Stored data entries:
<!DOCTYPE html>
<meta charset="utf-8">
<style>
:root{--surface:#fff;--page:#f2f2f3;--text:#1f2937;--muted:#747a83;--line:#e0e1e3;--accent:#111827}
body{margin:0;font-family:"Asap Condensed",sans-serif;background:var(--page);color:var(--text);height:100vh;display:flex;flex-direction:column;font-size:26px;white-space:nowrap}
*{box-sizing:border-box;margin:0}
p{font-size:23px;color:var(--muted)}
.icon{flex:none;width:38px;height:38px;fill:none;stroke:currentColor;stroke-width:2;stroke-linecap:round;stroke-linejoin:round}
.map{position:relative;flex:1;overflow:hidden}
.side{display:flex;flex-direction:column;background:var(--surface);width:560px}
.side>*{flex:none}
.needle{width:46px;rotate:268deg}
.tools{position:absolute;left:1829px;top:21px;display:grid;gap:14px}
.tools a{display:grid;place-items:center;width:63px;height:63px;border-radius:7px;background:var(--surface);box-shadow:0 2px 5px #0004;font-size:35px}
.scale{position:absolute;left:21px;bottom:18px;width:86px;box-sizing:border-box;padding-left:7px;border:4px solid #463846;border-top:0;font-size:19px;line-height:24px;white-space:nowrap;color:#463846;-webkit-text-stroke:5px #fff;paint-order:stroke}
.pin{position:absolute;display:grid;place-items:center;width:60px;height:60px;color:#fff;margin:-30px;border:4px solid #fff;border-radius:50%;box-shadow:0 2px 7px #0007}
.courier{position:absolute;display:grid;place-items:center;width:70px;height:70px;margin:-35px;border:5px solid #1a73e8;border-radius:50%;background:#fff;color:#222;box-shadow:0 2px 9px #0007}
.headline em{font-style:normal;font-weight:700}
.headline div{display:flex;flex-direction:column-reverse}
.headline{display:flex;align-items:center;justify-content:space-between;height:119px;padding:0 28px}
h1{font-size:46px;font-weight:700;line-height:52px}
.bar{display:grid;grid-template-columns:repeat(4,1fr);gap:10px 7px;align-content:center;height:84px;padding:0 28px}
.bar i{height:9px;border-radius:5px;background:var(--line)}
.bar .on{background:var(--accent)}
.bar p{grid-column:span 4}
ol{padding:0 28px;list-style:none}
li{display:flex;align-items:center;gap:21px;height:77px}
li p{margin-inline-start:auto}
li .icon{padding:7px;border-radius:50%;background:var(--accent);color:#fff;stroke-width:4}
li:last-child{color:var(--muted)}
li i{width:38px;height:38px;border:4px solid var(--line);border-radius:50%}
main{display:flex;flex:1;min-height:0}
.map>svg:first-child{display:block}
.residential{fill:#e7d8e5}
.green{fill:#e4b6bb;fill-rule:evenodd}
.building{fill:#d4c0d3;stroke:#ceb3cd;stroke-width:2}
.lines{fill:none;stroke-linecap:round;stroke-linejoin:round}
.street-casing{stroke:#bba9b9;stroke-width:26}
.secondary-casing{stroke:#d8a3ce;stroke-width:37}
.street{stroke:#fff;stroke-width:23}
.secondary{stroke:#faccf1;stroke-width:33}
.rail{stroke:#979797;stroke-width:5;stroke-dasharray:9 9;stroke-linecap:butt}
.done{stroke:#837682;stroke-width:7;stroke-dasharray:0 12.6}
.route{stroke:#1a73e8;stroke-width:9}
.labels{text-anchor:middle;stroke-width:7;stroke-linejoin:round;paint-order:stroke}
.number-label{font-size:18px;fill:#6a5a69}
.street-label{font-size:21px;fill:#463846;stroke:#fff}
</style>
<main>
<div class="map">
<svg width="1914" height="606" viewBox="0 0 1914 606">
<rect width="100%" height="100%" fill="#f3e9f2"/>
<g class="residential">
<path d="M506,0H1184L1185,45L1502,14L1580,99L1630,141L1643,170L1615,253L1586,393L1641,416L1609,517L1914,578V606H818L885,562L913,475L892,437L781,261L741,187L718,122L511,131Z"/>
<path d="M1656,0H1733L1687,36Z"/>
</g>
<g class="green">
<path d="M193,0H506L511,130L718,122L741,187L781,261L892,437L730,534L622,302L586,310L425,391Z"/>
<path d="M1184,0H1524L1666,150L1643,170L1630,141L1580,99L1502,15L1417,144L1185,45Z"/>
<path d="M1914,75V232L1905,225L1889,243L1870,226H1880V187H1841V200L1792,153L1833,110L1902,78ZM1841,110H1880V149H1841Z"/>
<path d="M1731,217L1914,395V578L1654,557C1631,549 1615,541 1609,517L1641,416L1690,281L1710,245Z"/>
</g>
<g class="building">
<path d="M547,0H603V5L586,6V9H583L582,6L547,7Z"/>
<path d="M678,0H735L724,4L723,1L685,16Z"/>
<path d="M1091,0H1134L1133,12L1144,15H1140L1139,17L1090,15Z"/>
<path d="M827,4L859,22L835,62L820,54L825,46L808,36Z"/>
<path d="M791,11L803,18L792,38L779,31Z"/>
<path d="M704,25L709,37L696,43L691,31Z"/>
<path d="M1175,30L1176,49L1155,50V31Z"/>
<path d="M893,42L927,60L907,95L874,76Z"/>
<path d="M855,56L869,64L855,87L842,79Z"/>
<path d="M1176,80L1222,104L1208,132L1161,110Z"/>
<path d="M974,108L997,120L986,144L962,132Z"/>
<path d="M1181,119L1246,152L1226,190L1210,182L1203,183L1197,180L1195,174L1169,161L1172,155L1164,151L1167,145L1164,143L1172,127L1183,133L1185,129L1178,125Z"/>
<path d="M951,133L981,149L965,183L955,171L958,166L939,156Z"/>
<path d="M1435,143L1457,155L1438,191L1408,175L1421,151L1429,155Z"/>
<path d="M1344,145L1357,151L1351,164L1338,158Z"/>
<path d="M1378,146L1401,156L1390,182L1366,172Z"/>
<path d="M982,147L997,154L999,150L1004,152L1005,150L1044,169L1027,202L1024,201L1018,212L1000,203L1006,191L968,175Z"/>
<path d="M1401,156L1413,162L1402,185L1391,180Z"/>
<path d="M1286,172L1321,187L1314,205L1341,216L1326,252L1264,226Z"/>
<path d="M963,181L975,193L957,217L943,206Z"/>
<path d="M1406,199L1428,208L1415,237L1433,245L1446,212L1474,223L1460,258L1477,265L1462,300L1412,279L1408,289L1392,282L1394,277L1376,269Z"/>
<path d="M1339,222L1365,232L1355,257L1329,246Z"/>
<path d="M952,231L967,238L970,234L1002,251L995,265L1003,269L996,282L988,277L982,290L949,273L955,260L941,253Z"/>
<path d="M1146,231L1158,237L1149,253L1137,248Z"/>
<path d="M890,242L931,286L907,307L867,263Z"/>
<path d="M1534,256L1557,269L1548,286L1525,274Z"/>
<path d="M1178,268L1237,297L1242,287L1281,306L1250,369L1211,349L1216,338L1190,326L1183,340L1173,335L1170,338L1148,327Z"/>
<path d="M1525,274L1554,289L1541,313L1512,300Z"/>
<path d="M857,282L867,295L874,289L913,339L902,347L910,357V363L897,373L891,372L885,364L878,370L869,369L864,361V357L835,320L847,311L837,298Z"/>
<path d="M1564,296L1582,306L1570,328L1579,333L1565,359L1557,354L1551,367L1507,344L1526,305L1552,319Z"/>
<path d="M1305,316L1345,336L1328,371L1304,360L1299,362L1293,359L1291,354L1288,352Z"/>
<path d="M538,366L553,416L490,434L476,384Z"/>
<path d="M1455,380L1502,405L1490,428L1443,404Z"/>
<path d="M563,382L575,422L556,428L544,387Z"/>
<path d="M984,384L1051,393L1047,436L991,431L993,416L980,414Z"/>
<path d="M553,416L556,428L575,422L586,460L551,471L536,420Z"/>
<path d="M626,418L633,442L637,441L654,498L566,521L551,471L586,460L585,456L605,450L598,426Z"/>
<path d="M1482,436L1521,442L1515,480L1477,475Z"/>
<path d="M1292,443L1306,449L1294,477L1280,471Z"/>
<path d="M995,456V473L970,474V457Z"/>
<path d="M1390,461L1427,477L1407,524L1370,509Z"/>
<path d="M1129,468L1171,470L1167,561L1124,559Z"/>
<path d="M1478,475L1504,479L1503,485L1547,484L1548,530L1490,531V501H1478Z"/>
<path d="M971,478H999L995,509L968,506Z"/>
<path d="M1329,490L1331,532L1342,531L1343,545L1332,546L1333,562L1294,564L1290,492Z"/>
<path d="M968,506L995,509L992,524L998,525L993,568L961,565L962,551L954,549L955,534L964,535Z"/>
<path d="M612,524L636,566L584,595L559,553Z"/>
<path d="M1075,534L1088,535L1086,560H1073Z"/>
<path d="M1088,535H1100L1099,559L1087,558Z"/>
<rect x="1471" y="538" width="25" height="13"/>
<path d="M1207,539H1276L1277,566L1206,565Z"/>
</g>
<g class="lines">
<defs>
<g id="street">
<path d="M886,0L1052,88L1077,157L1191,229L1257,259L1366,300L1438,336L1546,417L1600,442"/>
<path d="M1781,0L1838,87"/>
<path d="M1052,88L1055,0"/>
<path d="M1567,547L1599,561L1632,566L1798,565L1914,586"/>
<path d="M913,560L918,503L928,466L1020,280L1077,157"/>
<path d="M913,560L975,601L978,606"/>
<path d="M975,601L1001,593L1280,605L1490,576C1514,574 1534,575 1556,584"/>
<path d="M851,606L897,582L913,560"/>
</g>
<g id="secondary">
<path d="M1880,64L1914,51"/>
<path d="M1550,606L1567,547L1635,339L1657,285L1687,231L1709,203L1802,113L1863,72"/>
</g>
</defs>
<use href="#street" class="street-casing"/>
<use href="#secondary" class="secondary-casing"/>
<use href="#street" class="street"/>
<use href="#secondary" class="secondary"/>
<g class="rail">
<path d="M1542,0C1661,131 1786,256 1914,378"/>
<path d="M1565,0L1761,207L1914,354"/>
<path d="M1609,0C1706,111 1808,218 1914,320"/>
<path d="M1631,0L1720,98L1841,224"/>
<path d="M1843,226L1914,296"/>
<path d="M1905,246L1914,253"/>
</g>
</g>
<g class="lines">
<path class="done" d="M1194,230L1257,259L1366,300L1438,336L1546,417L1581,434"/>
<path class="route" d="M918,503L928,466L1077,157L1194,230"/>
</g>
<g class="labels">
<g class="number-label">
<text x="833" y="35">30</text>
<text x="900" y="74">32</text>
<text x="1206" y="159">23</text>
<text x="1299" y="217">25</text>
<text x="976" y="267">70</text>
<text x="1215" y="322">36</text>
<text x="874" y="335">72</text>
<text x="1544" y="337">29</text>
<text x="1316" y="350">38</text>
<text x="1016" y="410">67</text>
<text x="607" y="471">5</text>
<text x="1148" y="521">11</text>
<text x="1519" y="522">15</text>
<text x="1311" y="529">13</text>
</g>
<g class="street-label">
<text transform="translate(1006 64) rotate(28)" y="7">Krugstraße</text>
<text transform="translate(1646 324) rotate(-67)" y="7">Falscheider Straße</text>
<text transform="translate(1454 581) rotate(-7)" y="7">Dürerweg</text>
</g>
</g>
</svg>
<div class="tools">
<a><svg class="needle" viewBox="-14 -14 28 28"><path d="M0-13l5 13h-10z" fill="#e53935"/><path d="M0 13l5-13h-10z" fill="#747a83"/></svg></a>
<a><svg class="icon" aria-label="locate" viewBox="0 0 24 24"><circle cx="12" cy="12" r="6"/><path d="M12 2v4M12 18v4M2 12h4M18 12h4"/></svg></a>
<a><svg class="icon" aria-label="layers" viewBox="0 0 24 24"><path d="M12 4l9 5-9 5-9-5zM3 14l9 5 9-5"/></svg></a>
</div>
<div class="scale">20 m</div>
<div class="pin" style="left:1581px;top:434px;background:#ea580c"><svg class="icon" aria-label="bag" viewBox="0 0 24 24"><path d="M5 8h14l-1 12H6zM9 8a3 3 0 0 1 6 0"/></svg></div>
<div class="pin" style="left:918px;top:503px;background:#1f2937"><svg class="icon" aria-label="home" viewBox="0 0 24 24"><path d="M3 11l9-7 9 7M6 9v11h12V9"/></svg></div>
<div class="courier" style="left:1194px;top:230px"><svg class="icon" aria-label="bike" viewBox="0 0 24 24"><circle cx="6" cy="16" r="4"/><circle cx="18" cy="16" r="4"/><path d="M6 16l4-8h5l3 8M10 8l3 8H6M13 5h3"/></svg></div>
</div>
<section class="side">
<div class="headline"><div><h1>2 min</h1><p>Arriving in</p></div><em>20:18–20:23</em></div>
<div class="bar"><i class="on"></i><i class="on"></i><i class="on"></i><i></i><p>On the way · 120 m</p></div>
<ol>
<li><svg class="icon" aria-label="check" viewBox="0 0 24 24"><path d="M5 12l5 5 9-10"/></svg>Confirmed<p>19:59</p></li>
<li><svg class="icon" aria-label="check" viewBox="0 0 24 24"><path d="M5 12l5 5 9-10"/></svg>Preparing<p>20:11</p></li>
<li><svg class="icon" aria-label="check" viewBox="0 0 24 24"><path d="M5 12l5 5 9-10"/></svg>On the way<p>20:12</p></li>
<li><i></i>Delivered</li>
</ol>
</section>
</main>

**Your task**
For each line of the data that includes the word "shadow", return a copy of it.

**Answer section**
.tools a{display:grid;place-items:center;width:63px;height:63px;border-radius:7px;background:var(--surface);box-shadow:0 2px 5px #0004;font-size:35px}
.pin{position:absolute;display:grid;place-items:center;width:60px;height:60px;color:#fff;margin:-30px;border:4px solid #fff;border-radius:50%;box-shadow:0 2px 7px #0007}
.courier{position:absolute;display:grid;place-items:center;width:70px;height:70px;margin:-35px;border:5px solid #1a73e8;border-radius:50%;background:#fff;color:#222;box-shadow:0 2px 9px #0007}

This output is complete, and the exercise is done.